_Exercise_
What lines in the records below contain the string "bottom"? Copy every one.

_Dataset extract_
────

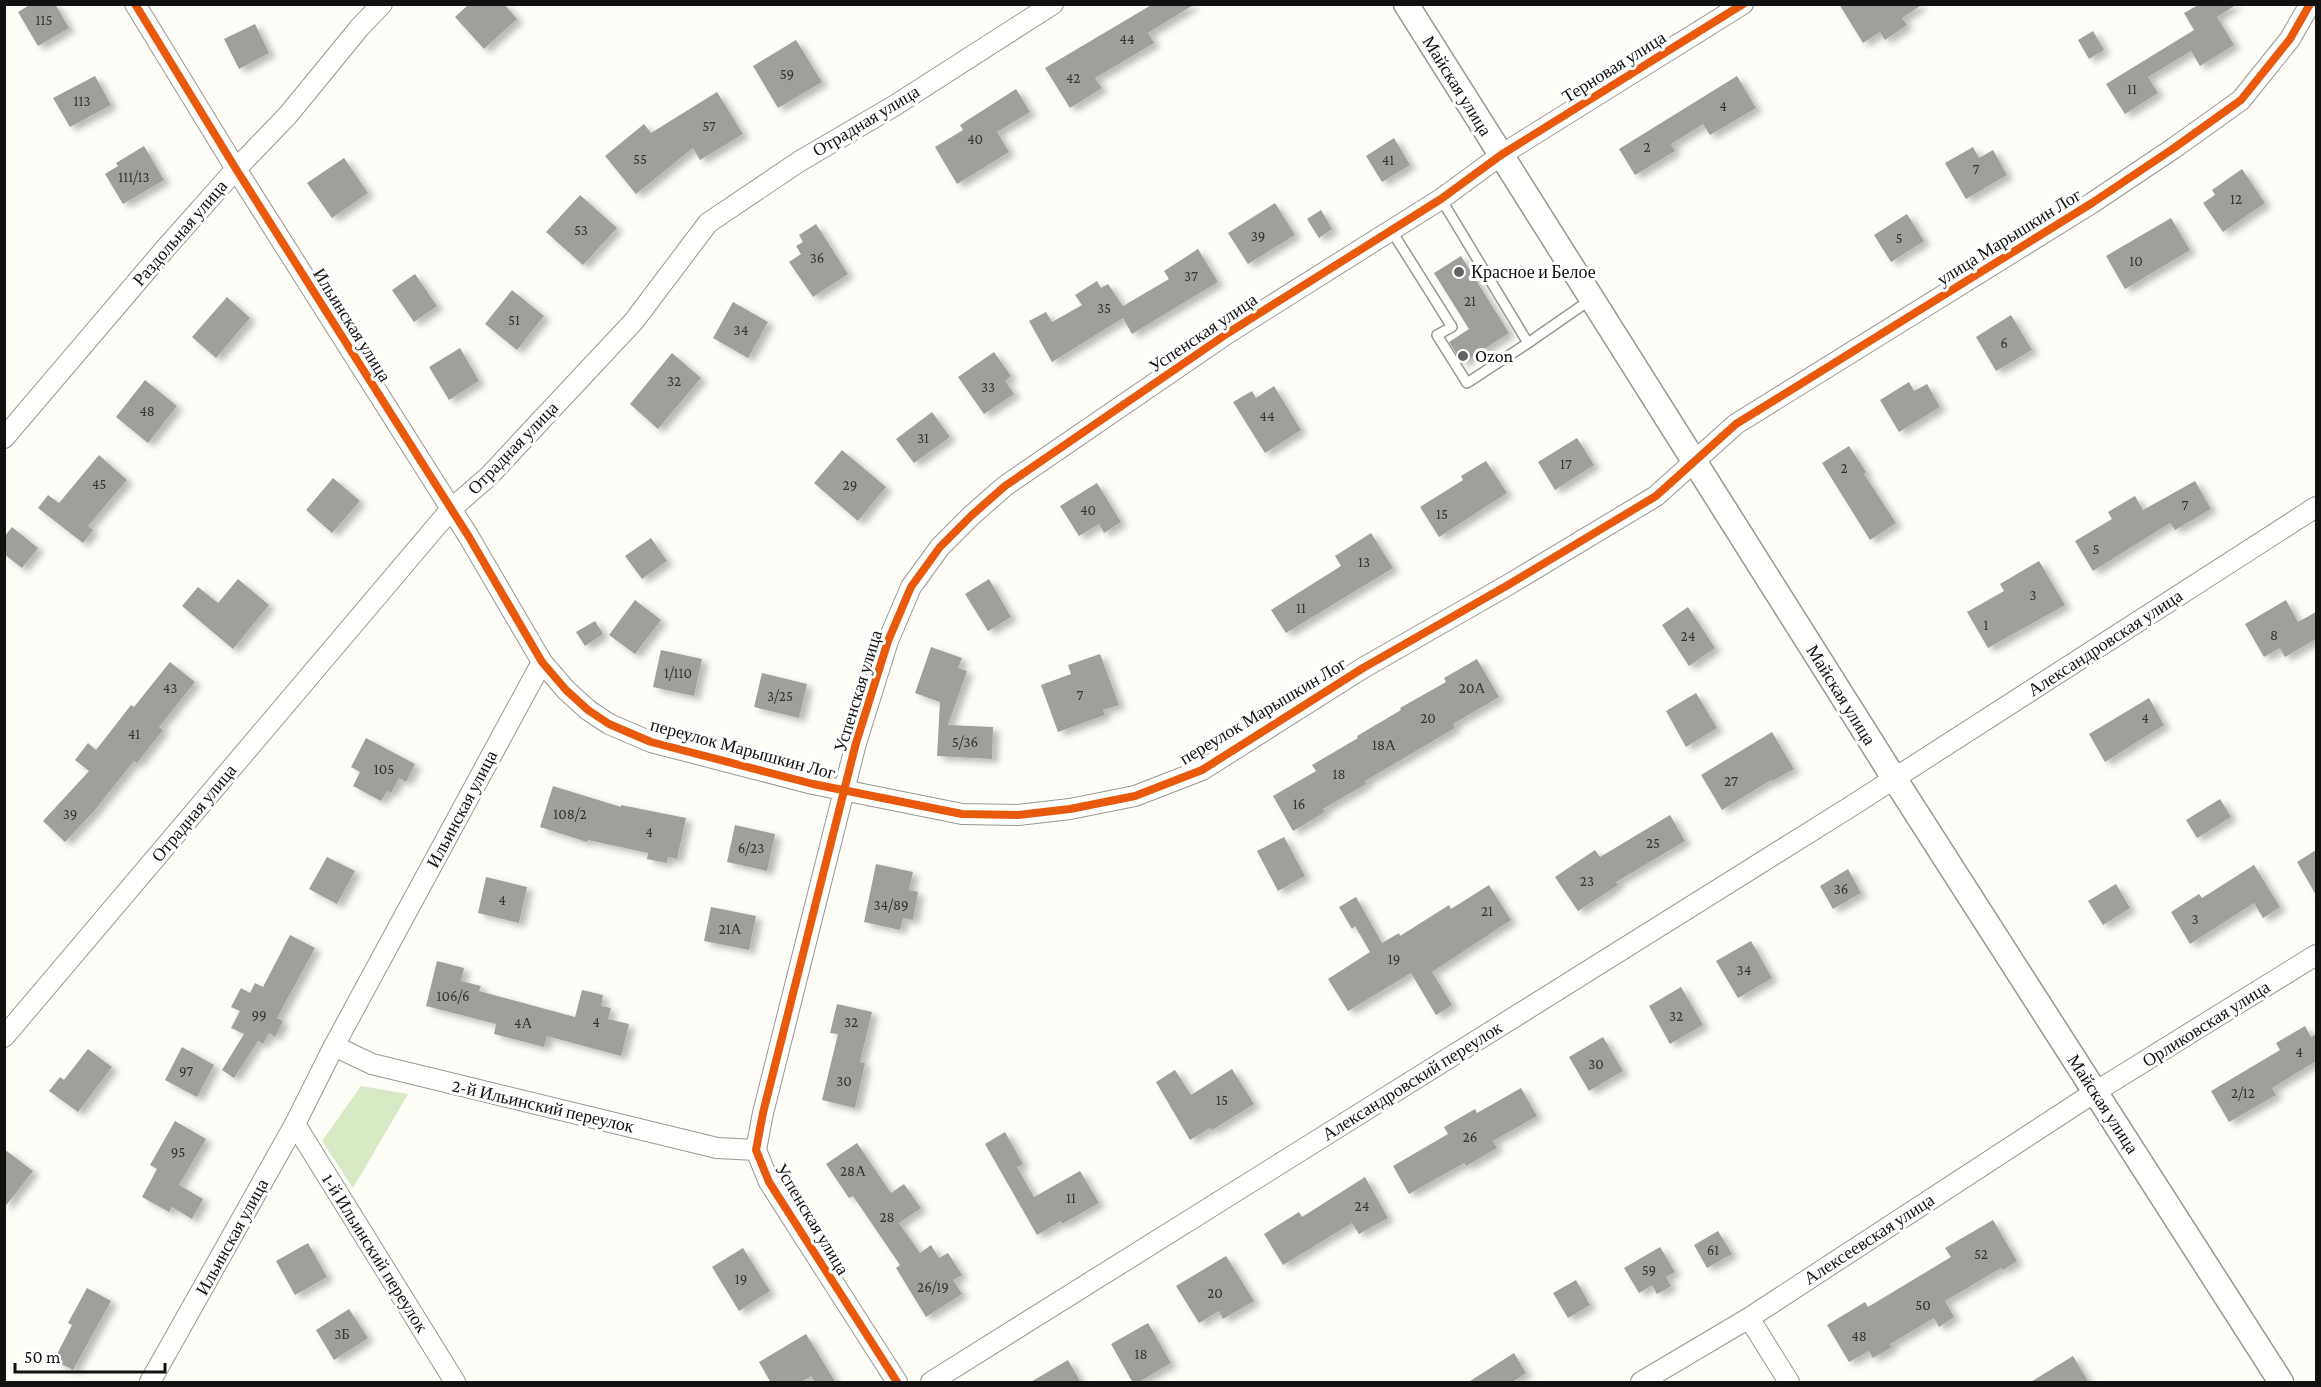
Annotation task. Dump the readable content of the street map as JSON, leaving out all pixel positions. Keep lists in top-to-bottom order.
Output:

────

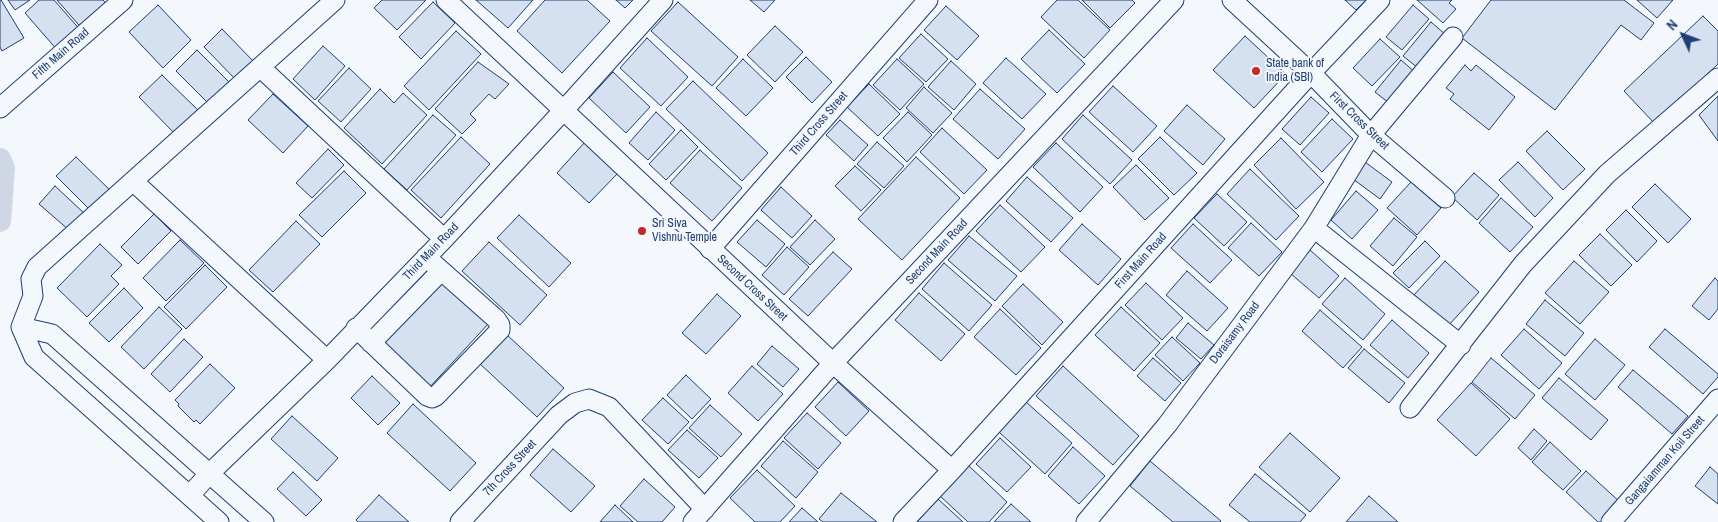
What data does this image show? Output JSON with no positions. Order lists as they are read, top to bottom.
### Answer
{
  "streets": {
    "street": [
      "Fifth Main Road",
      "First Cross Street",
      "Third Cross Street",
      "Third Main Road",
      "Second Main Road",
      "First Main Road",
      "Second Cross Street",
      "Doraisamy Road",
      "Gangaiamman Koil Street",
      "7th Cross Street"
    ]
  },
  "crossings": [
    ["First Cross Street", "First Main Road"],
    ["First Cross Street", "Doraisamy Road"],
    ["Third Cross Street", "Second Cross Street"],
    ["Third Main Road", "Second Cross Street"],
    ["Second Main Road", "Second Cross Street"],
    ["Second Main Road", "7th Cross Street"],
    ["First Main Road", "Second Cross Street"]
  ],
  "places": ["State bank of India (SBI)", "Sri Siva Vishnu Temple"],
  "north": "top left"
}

────

_Result below_
Annotation task. Dump the readable content of the street map as JSON, leaving out all pixel positions. Keep lists in top-to-bottom order.
What data does this image show? Output JSON with no positions. Order lists as they are read, top to bottom.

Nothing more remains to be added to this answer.